Sonatrach director-general Abdelmoumen Ould Kaddour regularly tours the hydrocarbons giant’s sprawling empire, rallying workers and telling journalists about Algeria’s return to producing oil and gas on a global scale, after years of corruption scandals and management inertia. On his 8 February visit to Hassi R’Mel, he announced that Sonatrach would invest $56bn in 2018-22. In an interview, he referred to discussions with Total on an unspecified $5bn project. After a long period of tensions with the French major, this is likely to be a major new petrochemicals project, giving further substance to claims Algeria is back as a force in the industry.
“We’ll give more details very soon,” Ould Kaddour promised. This might include where the money is coming from. The Algerian state, under pressure since the 2014 oil price slump, has built up arrears to its cash cow Sonatrach, Société Nationale de l’Electricité et du Gaz (Sonelgaz) and other public companies (AE 354/4). Prime Minister Ahmed Ouyahia has promised that the state will not borrow abroad to make up its deficits; rather the Banque d’Algérie will print money to repay dinar-denominated debts and fund investments (AE 354/1). As so often in its 55 years of independence, Algeria is looking inward to solve its problems.
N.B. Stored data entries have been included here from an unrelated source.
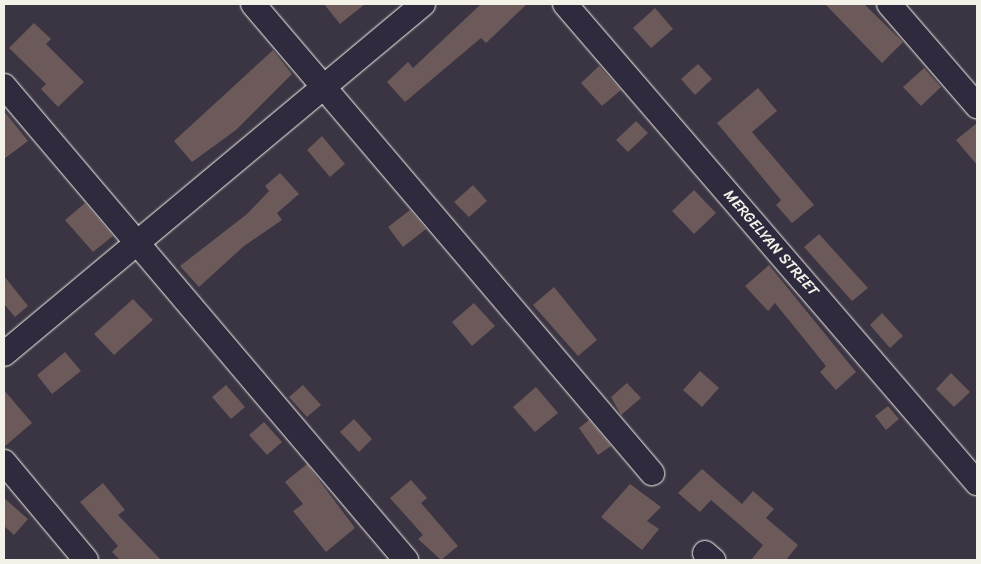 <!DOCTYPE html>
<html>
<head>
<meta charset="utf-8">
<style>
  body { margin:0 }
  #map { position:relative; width:981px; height:564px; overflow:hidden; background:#3b3443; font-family:Sriracha,sans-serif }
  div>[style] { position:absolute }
  .building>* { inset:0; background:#6b5a59 }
  .roads { filter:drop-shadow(0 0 1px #f4f1e8) drop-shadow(0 0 1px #f4f1e8) }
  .minor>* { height:24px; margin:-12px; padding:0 12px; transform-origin:12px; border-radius:12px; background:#2f2a3d }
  span { translate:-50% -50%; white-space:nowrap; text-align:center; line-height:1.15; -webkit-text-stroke:4px #2f2a3d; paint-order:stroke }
  .street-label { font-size:15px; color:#f4f1e8 }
  .frame { position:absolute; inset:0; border:5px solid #f4f1e8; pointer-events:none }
</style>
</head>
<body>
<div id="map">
  <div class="building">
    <div style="clip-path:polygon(324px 4px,365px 4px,340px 24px)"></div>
    <div style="clip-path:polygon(481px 4px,527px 4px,486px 43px,481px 38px,405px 102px,387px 82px,408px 62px,413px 68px)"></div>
    <div style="clip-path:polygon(825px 4px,864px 4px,903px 42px,882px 63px)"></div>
    <div style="clip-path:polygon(655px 8px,673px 29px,651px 48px,633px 28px)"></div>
    <div style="clip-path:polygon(34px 23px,51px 39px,46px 44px,84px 82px,58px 107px,41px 89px,46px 84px,9px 48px)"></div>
    <div style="clip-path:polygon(273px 50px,292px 74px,236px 130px,192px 162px,174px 141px)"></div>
    <div style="clip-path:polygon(698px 64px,712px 79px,695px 95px,681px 79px)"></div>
    <div style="clip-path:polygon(599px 66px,621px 90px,602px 106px,581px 83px)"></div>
    <div style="clip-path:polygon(924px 68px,941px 87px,921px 106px,903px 87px)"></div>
    <div style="clip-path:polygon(758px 88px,777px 111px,752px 132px,814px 205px,792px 223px,776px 205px,781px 200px,717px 123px)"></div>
    <div style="clip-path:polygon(4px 111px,28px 141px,4px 159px)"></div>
    <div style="clip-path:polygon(636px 121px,648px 133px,628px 152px,616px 140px)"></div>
    <div style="clip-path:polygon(977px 123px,977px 165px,956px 140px)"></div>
    <div style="clip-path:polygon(322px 136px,345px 164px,330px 177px,307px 150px)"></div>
    <div style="clip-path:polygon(280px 173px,299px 194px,277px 213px,282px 220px,244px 246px,199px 287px,180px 266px,247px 214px,269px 191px,265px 186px)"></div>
    <div style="clip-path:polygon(473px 185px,487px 201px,469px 217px,454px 202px)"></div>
    <div style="clip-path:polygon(694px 190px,716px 213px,694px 234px,672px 211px)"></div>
    <div style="clip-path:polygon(85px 203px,113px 236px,93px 252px,65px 220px)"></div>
    <div style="clip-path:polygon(410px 210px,426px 229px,403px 247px,388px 227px)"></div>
    <div style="clip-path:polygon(819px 234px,868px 288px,852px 301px,804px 247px)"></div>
    <div style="clip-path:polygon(769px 265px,856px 372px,836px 390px,820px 372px,826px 366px,775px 303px,768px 311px,745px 286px)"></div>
    <div style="clip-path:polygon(4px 276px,28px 306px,15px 317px,4px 304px)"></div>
    <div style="clip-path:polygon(554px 287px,597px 340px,578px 356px,533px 305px)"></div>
    <div style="clip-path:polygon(133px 299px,153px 320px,114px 355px,94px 334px)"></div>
    <div style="clip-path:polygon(474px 303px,495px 326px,472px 346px,452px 322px)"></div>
    <div style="clip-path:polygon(882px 313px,903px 336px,890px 348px,870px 325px)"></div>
    <div style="clip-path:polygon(65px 352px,81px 371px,52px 394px,37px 375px)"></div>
    <div style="clip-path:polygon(700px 371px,719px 388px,702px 407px,683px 390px)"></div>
    <div style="clip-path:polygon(951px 373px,970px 392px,954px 407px,936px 389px)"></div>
    <div style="clip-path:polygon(627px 383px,641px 398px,621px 415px,611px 397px)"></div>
    <div style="clip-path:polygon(226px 385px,245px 407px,231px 419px,212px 397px)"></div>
    <div style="clip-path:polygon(303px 385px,321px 405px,307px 417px,289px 397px)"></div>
    <div style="clip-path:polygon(536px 387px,558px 413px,535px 432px,513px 407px)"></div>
    <div style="clip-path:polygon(4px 390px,32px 423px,4px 447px)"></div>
    <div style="clip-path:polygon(888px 406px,899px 419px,886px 430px,875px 416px)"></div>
    <div style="clip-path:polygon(354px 419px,372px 439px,359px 452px,340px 432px)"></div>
    <div style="clip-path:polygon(589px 420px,611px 446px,598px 455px,579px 428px)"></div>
    <div style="clip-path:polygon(264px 422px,282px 442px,267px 455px,249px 435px)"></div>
    <div style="clip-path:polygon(307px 464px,355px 528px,326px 552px,293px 511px,303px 504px,285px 482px)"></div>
    <div style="clip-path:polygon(702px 469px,742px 504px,753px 491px,774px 509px,766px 518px,798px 545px,786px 560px,751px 560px,763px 545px,711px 500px,700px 512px,678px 493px)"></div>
    <div style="clip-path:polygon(411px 480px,427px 498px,421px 503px,458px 546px,441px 560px,418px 539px,423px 535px,390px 498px)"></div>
    <div style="clip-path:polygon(103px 483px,125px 510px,118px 515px,161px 560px,120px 560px,112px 552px,118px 546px,80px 502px)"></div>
    <div style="clip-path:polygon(630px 484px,661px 507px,647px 521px,659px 529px,642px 550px,601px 517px)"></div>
    <div style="clip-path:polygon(4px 498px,28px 519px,14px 535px,4px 526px)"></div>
  </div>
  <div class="roads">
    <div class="minor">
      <div style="left:253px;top:4px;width:616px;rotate:49.61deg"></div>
      <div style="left:565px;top:4px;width:632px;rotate:49.3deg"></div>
      <div style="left:889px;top:4px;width:135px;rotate:49.2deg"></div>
      <div style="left:4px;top:86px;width:622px;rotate:49.7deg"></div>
      <div style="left:4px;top:354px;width:546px;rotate:-39.87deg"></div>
      <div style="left:4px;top:462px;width:128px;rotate:50.1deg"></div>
      <div style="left:705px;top:553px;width:11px;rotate:41deg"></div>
    </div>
  </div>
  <div class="street-label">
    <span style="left:771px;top:243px;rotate:49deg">MERGELYAN STREET</span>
  </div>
  <div class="frame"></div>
</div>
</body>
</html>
Ould Kaddour was in Hassi R’Mel for the inauguration of a project that gives credibility to the go-it-alone policy: the long-awaited GR5 gas pipeline, linking new south-western gas fields to the export network. Not only will this provide capacity to evacuate 8.8bcm/yr of natural gas from Reggane Nord, Touat and Timimoun, but also “we’re very proud of this project because it was 100% built by Algerian enterprises”, he said. This seems a major breakthrough for a rentier state, where major engineering contracts traditionally go to international companies – even if its completion is years late.
With high rates of return Algeria can be an Eldorado for investors, billionaire industrialist Issad Rebrab told a visiting French business delegation in early February. During the visit, Ould Kaddour and Engie director-general Isabelle Kocher signed an agreement on energy efficiency and renewables for Sonatrach’s production sites. Sonatrach has previously signed agreements to develop solar with Total and Eni.
All this points to a new Algeria emerging, but it remains a fitful, sometimes painful process. Revisions to the hydrocarbons law are expected to improve terms for international oil companies – although they have been put back to at least later this year – but the ‘51/49 rule’, which limits foreign participation to 49% of equity, is expected to remain in place. A new strategy of inviting existing upstream partners into direct negotiations to boost investment makes sense, pending legal changes that will make public bid rounds more attractive. But Sonatrach will have to move carefully as it seeks to boost investment by offering companies bigger stakes in existing acreage and equity in some of the many blocks it now holds on a 100% basis (often because there were no bidders in a string of failed licensing rounds).
Politics intervene even when Sonatrach is on an apparent roll, in an opaque system where a small elite of power brokers dominate. Algeria needs much more than better Sonatrach performance to meet the demands of its young, unemployed population. Speculation around the scheduled 2019 presidential election is focused on whether President Abdelaziz Bouteflika, who turns 81 in March and is largely confined to his residence since a stroke in 2013, will stand for a fifth term. More attention is paid to presidential brother Saïd Bouteflika, Forum des Chefs d’Entreprise head Ali Haddad and their presidential clan than all opposition politicians combined. Cost of living, unemployment and other pressures mean many Algerians are angry at the way their lives are run, but barring an unforeseen event that triggers mass protests, the bulk of the 40m population are likely to keep their complaints behind closed doors.